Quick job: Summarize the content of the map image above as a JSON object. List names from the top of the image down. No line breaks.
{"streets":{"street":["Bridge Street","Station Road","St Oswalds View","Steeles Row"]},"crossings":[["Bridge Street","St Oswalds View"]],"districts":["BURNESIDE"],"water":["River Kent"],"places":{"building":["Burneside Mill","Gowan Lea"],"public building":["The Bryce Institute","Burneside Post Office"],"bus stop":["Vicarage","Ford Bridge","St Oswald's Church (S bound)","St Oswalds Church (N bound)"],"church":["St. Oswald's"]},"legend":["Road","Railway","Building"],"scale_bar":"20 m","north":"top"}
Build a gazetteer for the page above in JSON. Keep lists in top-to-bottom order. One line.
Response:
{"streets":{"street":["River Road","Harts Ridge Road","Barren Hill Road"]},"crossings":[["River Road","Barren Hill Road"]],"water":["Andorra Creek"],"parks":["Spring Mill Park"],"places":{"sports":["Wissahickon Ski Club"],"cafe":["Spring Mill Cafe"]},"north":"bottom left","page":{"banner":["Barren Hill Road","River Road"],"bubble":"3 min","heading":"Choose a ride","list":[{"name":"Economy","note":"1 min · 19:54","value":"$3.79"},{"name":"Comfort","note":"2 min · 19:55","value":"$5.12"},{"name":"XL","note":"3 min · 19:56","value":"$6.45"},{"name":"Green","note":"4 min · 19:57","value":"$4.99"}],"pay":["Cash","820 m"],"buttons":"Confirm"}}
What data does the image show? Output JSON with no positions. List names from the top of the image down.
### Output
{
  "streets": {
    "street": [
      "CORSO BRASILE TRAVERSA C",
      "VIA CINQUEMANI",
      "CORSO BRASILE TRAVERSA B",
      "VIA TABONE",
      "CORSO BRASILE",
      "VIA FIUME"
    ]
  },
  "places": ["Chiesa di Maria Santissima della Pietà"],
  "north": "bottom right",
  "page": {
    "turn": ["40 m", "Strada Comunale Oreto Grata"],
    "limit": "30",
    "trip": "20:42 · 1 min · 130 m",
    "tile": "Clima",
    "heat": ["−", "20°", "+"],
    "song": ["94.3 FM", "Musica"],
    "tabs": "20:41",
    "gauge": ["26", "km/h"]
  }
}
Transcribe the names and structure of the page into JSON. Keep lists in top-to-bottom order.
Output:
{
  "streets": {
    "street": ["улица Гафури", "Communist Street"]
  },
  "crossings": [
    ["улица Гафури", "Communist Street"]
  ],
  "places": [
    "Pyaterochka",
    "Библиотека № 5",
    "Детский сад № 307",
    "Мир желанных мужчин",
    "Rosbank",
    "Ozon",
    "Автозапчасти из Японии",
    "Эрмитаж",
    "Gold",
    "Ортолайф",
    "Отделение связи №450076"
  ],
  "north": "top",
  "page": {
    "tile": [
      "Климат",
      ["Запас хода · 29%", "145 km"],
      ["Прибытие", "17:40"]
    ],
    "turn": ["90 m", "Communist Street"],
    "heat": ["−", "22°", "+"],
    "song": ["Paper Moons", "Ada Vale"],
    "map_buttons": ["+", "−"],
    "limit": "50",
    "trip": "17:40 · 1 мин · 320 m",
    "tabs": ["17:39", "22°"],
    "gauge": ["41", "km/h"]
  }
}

==*==

WORK REQUEST:
The expected output is the exact run of lines from the start of the entries through the line with "Build a gazetteer", inclusive.

WRITTEN ANSWER:
Quick job: Summarize the content of the map image above as a JSON object. List names from the top of the image down. No line breaks.
{"streets":{"street":["Bridge Street","Station Road","St Oswalds View","Steeles Row"]},"crossings":[["Bridge Street","St Oswalds View"]],"districts":["BURNESIDE"],"water":["River Kent"],"places":{"building":["Burneside Mill","Gowan Lea"],"public building":["The Bryce Institute","Burneside Post Office"],"bus stop":["Vicarage","Ford Bridge","St Oswald's Church (S bound)","St Oswalds Church (N bound)"],"church":["St. Oswald's"]},"legend":["Road","Railway","Building"],"scale_bar":"20 m","north":"top"}
Build a gazetteer for the page above in JSON. Keep lists in top-to-bottom order. One line.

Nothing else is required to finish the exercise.